(Collected data)
————
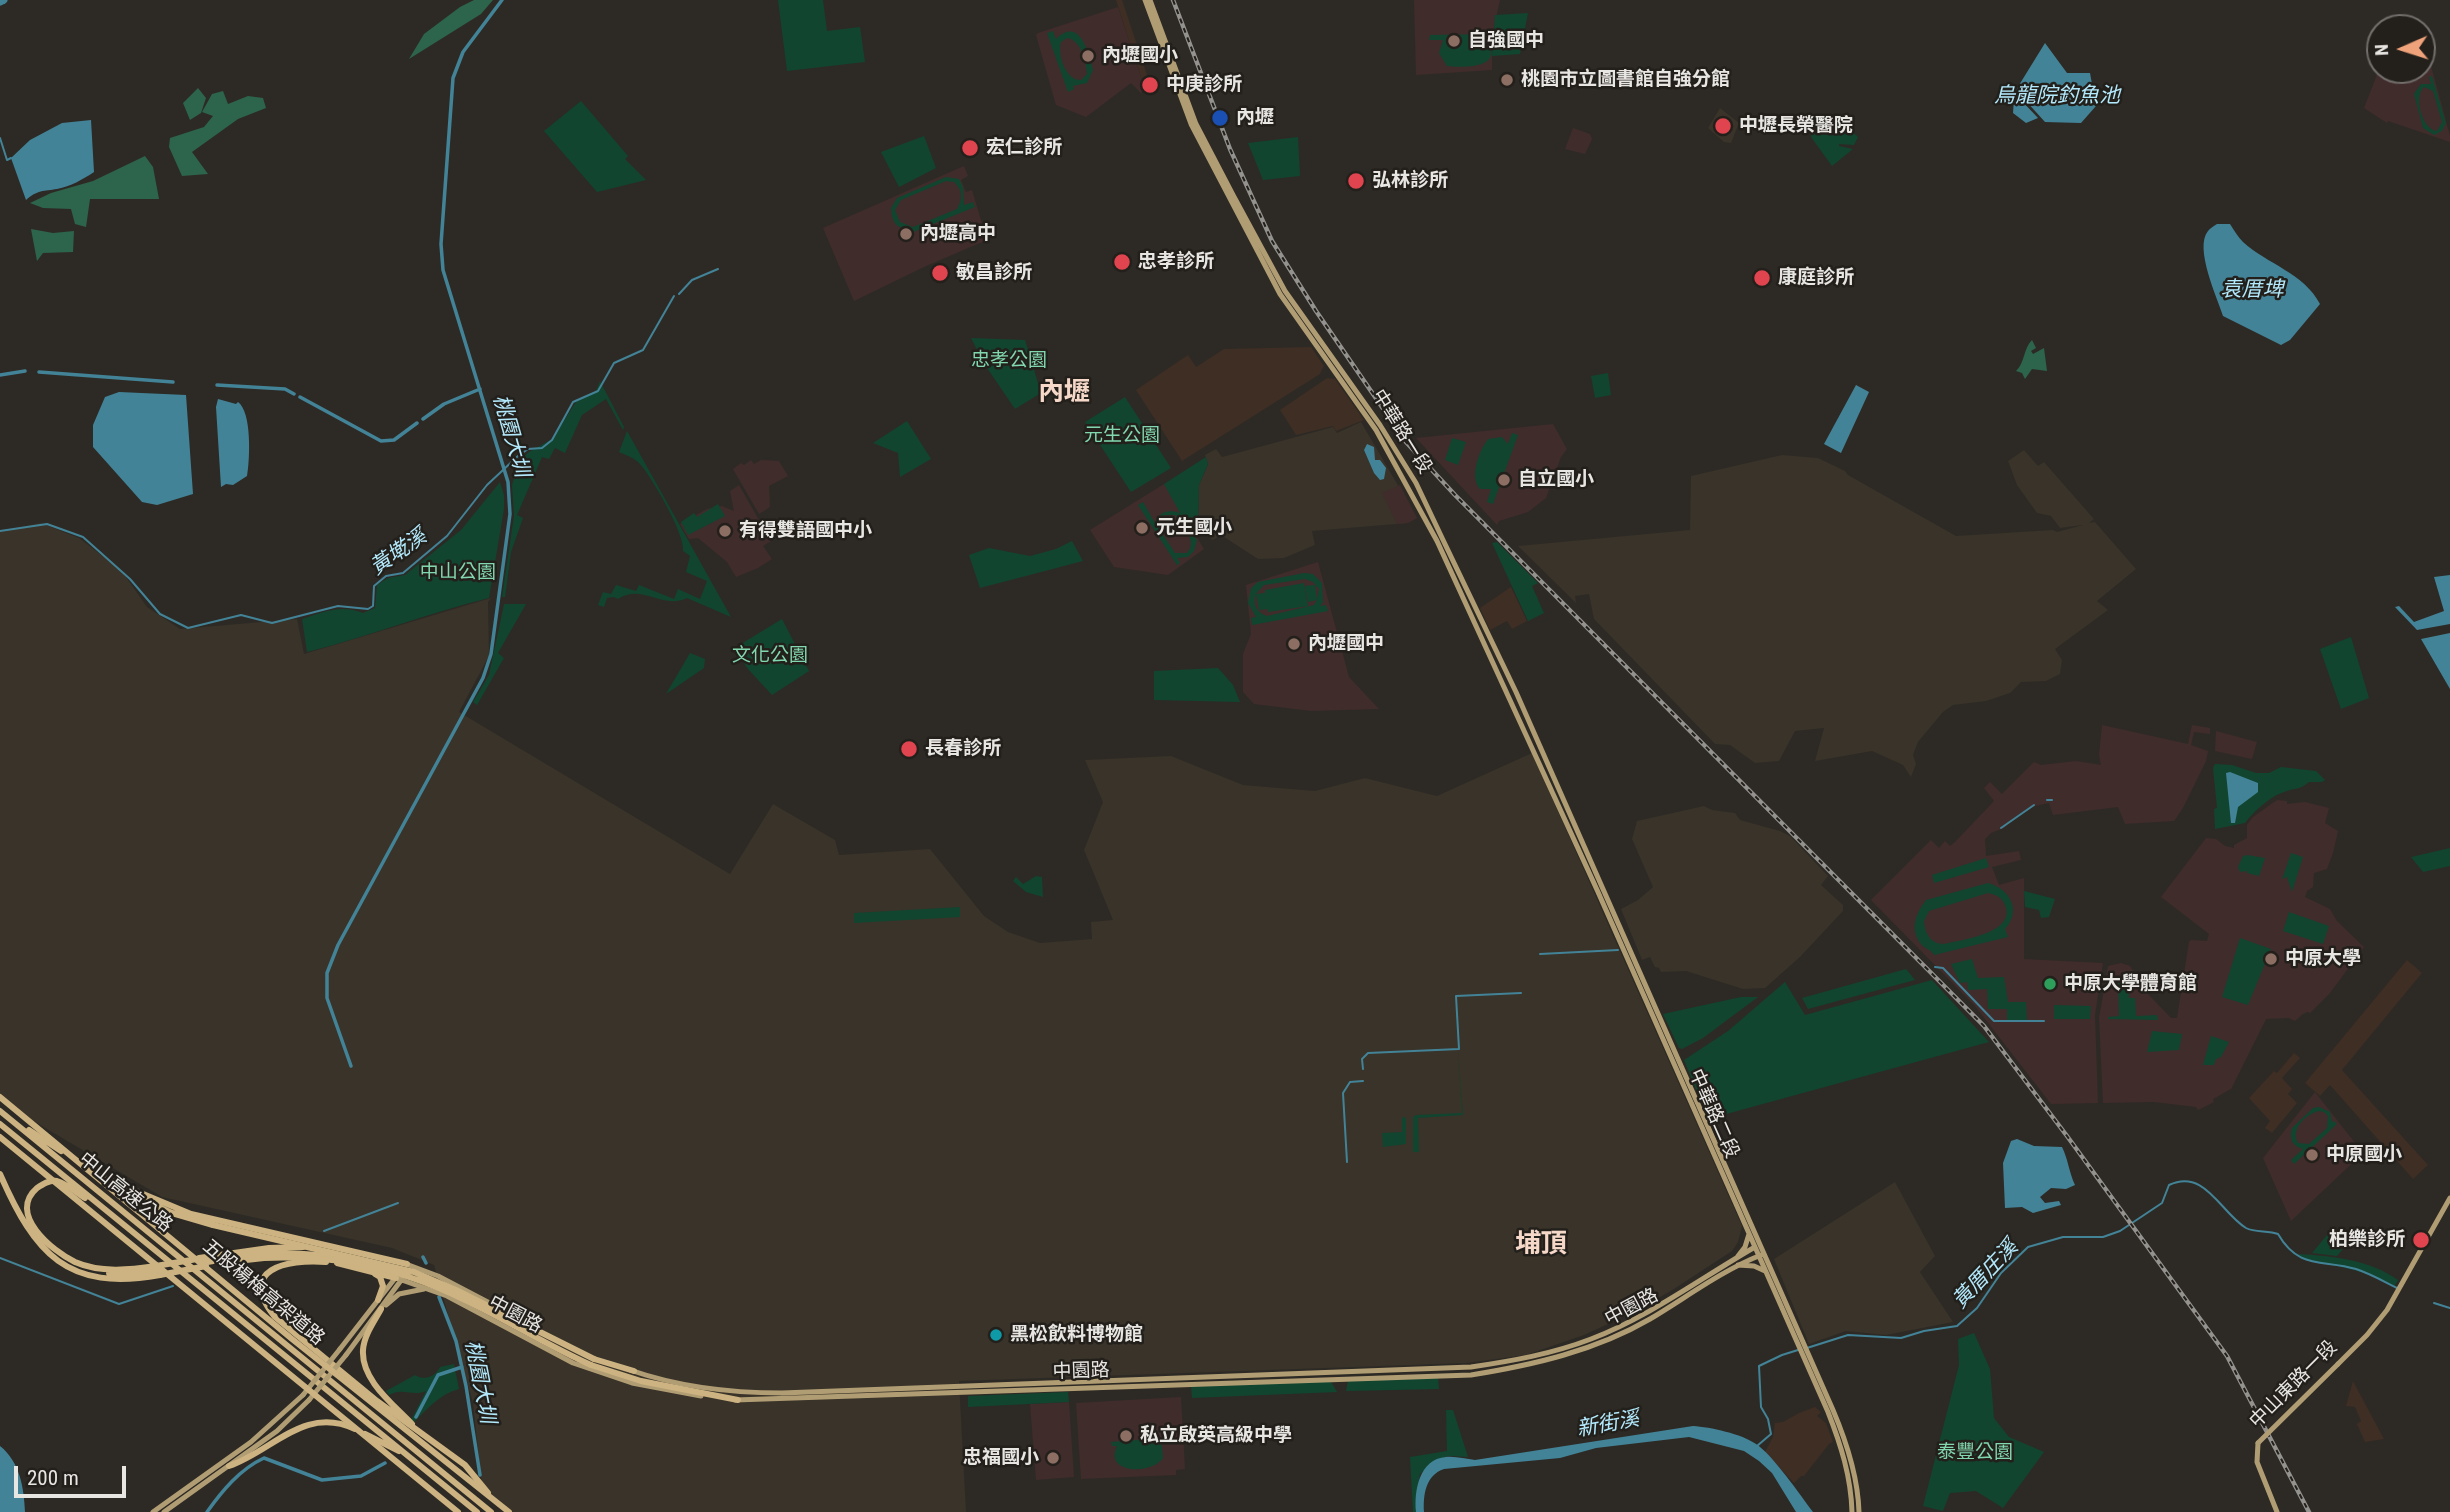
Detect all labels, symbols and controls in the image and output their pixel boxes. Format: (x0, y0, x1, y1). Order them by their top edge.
north arrow (2366, 14, 2436, 84)
place label: 自強國中 (1468, 30, 1544, 52)
marker: 自強國中 (1446, 33, 1462, 49)
text: N (2370, 44, 2393, 56)
place label: 內壢國小 (1102, 45, 1178, 67)
marker: 內壢國小 (1080, 48, 1096, 64)
place label: 桃園市立圖書館自強分館 (1521, 69, 1730, 91)
marker: 桃園市立圖書館自強分館 (1499, 72, 1515, 88)
place label: 中庚診所 (1166, 74, 1242, 96)
marker: 中庚診所 (1140, 75, 1160, 95)
water label: 烏龍院釣魚池 (1994, 84, 2120, 110)
place label: 內壢 (1236, 107, 1274, 129)
marker: 內壢 (1210, 108, 1230, 128)
place label: 中壢長榮醫院 (1739, 115, 1853, 137)
marker: 中壢長榮醫院 (1713, 116, 1733, 136)
place label: 宏仁診所 (986, 137, 1062, 159)
marker: 宏仁診所 (960, 138, 980, 158)
place label: 弘林診所 (1372, 170, 1448, 192)
marker: 弘林診所 (1346, 171, 1366, 191)
place label: 內壢高中 (920, 223, 996, 245)
marker: 內壢高中 (898, 226, 914, 242)
place label: 忠孝診所 (1138, 251, 1214, 273)
marker: 忠孝診所 (1112, 252, 1132, 272)
place label: 敏昌診所 (956, 262, 1032, 284)
marker: 敏昌診所 (930, 263, 950, 283)
place label: 康庭診所 (1778, 267, 1854, 289)
marker: 康庭診所 (1752, 268, 1772, 288)
water label: 袁厝埤 (2221, 278, 2283, 304)
park label: 忠孝公園 (971, 350, 1047, 372)
district label: 內壢 (1038, 377, 1090, 409)
street label: 中華路一段 (1366, 386, 1436, 478)
water label: 桃園大圳 (486, 392, 534, 480)
park label: 元生公園 (1084, 425, 1160, 447)
place label: 自立國小 (1518, 469, 1594, 491)
marker: 自立國小 (1496, 472, 1512, 488)
place label: 元生國小 (1156, 517, 1232, 539)
place label: 有得雙語國中小 (739, 520, 872, 542)
marker: 元生國小 (1134, 520, 1150, 536)
marker: 有得雙語國中小 (717, 523, 733, 539)
water label: 黃墘溪 (366, 525, 432, 581)
park label: 中山公園 (420, 562, 496, 584)
place label: 內壢國中 (1308, 633, 1384, 655)
marker: 內壢國中 (1286, 636, 1302, 652)
park label: 文化公園 (732, 645, 808, 667)
place label: 長春診所 (925, 738, 1001, 760)
marker: 長春診所 (899, 739, 919, 759)
place label: 中原大學 (2285, 948, 2361, 970)
marker: 中原大學 (2263, 951, 2279, 967)
place label: 中原大學體育館 (2064, 973, 2197, 995)
marker: 中原大學體育館 (2042, 976, 2058, 992)
street label: 中華路二段 (1683, 1066, 1743, 1162)
place label: 中原國小 (2326, 1144, 2402, 1166)
marker: 中原國小 (2304, 1147, 2320, 1163)
street label: 中山高速公路 (74, 1148, 176, 1238)
district label: 埔頂 (1515, 1229, 1567, 1261)
place label: 柏樂診所 (2329, 1229, 2405, 1251)
marker: 柏樂診所 (2411, 1230, 2431, 1250)
street label: 五股楊梅高架道路 (197, 1235, 329, 1351)
water label: 黃厝庄溪 (1948, 1236, 2024, 1314)
street label: 中園路 (1601, 1285, 1663, 1331)
street label: 中園路 (484, 1292, 546, 1338)
place label: 黑松飲料博物館 (1010, 1324, 1143, 1346)
marker: 黑松飲料博物館 (988, 1327, 1004, 1343)
street label: 中山東路一段 (2246, 1337, 2342, 1433)
water label: 桃園大圳 (459, 1338, 499, 1426)
street label: 中園路 (1052, 1360, 1110, 1384)
water label: 新街溪 (1575, 1407, 1641, 1443)
place label: 私立啟英高級中學 (1140, 1425, 1292, 1447)
marker: 私立啟英高級中學 (1118, 1428, 1134, 1444)
park label: 泰豐公園 (1937, 1442, 2013, 1464)
place label: 忠福國小 (963, 1447, 1039, 1469)
marker: 忠福國小 (1045, 1450, 1061, 1466)
scale bar (18, 1452, 130, 1496)
text: 200 m (27, 1466, 79, 1490)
————
§ **Problem to work on**
Report every line of the data above that contains the string "district" by copying it in full.

§ **Your response**
district label: 內壢 (1038, 377, 1090, 409)
district label: 埔頂 (1515, 1229, 1567, 1261)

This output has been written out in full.